(Saved data entries)

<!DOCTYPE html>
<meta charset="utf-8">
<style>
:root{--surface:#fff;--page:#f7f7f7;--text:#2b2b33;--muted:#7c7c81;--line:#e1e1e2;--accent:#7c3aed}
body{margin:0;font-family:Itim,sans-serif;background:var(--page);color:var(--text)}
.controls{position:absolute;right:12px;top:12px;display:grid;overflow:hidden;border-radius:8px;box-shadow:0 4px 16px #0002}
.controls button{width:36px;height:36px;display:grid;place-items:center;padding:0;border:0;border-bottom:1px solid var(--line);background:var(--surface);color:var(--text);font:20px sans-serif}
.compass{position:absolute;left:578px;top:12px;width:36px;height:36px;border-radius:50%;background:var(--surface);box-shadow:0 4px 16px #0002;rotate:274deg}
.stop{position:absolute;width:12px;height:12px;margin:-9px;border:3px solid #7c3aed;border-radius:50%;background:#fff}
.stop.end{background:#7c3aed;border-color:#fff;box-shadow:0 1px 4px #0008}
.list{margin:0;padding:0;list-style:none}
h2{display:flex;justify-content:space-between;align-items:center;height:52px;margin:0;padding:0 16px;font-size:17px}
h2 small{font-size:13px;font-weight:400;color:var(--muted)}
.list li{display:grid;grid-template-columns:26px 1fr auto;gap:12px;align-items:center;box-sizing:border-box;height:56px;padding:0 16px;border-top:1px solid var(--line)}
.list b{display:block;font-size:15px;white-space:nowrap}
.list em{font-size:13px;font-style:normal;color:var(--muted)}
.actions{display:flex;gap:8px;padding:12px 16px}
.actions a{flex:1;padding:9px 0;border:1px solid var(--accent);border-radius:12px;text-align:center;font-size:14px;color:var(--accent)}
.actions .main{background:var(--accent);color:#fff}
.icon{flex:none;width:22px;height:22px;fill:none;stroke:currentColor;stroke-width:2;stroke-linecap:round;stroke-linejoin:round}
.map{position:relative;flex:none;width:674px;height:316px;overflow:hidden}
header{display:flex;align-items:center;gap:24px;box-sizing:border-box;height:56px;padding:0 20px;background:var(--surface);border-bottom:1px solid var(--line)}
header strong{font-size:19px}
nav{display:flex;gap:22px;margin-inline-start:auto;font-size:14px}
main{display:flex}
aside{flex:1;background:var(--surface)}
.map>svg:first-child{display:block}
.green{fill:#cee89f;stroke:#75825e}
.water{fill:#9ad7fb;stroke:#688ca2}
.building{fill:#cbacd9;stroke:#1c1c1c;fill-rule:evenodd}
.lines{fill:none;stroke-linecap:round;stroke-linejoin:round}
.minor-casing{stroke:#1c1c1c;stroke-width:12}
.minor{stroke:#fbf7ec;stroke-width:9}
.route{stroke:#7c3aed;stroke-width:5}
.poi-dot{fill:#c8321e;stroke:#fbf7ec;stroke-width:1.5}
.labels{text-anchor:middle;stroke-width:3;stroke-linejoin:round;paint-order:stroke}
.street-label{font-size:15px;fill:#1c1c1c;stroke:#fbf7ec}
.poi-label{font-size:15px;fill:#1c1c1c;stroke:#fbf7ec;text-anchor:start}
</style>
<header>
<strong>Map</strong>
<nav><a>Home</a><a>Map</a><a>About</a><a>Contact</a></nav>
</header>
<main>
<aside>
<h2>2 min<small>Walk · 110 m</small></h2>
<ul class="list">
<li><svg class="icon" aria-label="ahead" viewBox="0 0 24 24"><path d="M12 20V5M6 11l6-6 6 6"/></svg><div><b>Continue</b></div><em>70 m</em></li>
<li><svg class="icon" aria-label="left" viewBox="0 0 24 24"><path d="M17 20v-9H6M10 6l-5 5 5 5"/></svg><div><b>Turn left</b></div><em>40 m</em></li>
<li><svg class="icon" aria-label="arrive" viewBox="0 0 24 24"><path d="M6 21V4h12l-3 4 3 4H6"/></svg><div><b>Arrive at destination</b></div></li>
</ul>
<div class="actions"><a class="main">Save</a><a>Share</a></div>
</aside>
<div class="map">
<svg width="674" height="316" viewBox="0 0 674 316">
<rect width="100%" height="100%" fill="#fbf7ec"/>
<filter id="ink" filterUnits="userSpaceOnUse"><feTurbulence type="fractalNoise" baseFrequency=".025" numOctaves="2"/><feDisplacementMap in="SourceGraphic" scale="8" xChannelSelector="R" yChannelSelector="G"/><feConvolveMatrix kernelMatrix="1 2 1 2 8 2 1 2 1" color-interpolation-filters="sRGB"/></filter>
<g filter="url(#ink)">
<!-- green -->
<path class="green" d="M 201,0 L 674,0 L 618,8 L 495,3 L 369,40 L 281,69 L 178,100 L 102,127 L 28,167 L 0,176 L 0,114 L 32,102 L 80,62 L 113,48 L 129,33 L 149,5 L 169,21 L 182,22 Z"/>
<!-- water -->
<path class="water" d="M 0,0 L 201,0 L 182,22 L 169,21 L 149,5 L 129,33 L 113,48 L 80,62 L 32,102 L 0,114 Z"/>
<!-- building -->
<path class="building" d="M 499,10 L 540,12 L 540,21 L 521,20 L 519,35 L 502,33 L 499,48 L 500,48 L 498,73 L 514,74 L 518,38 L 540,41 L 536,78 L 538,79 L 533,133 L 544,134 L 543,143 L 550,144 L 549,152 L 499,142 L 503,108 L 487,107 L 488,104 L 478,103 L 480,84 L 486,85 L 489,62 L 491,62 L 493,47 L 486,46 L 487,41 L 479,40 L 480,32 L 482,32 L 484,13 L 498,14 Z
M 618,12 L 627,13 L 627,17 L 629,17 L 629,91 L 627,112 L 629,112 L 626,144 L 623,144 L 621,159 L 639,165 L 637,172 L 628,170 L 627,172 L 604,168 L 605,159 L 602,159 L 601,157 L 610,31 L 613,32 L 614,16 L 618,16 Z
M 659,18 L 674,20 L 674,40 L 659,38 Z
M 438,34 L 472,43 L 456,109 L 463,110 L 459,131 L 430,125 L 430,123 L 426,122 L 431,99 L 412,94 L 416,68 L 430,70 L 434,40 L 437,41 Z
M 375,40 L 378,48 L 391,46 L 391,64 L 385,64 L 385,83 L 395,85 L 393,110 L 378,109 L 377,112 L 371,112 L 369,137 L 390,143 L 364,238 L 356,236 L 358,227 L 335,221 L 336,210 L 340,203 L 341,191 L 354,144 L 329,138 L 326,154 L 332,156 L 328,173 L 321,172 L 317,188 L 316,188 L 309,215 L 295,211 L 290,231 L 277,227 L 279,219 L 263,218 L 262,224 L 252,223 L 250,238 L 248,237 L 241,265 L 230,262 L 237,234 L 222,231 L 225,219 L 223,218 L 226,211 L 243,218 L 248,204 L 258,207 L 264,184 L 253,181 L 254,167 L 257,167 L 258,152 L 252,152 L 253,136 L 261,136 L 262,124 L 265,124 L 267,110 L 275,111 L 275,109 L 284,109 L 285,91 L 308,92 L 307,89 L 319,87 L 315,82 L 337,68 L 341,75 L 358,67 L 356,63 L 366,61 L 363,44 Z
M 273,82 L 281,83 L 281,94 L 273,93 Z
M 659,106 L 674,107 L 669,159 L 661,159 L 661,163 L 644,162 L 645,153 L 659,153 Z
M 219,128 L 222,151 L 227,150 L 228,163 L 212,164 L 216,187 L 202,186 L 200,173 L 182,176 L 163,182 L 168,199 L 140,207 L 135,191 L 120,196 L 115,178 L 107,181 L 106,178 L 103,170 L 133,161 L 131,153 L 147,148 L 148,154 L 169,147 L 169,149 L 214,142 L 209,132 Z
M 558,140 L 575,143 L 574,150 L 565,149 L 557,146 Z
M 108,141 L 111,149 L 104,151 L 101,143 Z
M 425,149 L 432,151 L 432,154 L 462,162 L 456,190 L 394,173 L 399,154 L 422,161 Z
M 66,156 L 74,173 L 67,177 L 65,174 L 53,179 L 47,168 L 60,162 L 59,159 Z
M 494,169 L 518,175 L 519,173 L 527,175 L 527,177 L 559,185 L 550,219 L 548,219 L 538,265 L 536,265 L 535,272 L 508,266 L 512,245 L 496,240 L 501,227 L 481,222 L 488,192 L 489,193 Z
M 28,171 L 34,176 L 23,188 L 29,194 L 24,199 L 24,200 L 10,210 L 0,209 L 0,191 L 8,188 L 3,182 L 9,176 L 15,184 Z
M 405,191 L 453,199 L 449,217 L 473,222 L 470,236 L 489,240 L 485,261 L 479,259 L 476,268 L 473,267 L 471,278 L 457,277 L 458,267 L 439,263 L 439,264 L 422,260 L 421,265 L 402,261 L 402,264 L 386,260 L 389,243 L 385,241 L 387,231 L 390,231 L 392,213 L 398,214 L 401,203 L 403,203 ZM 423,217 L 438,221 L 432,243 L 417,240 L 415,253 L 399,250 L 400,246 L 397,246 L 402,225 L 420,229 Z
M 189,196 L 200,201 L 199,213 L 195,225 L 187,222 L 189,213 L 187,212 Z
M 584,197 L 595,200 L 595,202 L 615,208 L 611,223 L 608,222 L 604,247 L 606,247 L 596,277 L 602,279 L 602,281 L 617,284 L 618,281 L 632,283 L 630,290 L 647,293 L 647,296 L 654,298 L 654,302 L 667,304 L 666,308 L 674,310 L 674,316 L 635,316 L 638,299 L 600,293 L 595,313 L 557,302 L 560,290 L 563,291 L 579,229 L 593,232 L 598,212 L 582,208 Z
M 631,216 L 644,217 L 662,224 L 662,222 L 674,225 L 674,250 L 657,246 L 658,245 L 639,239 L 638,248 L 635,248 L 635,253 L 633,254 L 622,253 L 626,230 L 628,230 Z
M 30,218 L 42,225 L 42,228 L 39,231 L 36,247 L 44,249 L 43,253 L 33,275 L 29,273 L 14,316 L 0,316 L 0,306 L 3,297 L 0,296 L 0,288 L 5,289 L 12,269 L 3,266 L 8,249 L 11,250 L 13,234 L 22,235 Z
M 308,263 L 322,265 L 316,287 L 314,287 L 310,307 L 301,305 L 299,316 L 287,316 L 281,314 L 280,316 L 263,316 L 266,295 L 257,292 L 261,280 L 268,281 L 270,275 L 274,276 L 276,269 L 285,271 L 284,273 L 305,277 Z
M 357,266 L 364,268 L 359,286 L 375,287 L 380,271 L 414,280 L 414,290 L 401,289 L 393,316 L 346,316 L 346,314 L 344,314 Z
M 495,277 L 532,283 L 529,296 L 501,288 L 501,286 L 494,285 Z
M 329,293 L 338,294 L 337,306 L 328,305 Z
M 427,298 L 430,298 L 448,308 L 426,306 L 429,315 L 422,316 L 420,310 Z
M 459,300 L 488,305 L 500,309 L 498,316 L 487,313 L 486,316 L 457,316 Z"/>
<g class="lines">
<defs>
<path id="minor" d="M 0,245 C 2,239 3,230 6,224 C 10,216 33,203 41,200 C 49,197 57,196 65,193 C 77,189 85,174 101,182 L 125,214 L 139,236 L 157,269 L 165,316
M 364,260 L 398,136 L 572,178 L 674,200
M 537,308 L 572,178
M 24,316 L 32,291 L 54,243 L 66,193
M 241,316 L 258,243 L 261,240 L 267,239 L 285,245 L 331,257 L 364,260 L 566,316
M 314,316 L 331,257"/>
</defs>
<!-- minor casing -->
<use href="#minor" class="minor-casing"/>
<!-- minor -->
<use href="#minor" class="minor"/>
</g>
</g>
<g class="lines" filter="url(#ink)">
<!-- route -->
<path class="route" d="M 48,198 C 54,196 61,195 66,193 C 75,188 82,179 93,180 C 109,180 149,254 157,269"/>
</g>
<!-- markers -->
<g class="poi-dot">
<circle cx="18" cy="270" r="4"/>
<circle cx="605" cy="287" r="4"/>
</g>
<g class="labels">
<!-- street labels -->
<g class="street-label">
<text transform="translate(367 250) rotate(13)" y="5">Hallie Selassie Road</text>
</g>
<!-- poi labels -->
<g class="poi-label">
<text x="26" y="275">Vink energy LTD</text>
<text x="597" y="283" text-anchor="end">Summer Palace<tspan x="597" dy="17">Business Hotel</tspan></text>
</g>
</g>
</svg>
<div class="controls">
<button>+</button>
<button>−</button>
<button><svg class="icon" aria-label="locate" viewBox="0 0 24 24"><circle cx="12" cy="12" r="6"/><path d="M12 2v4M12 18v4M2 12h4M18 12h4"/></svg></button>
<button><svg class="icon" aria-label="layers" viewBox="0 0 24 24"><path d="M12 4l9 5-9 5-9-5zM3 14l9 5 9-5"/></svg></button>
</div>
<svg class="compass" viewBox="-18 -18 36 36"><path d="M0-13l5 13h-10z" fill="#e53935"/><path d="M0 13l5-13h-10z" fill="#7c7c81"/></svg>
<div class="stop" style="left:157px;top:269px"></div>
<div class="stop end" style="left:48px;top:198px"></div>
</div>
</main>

== Problem description ==
Return each line from the records that includes the word "stop".

== Result of this task ==
.stop{position:absolute;width:12px;height:12px;margin:-9px;border:3px solid #7c3aed;border-radius:50%;background:#fff}
.stop.end{background:#7c3aed;border-color:#fff;box-shadow:0 1px 4px #0008}
<div class="stop" style="left:157px;top:269px"></div>
<div class="stop end" style="left:48px;top:198px"></div>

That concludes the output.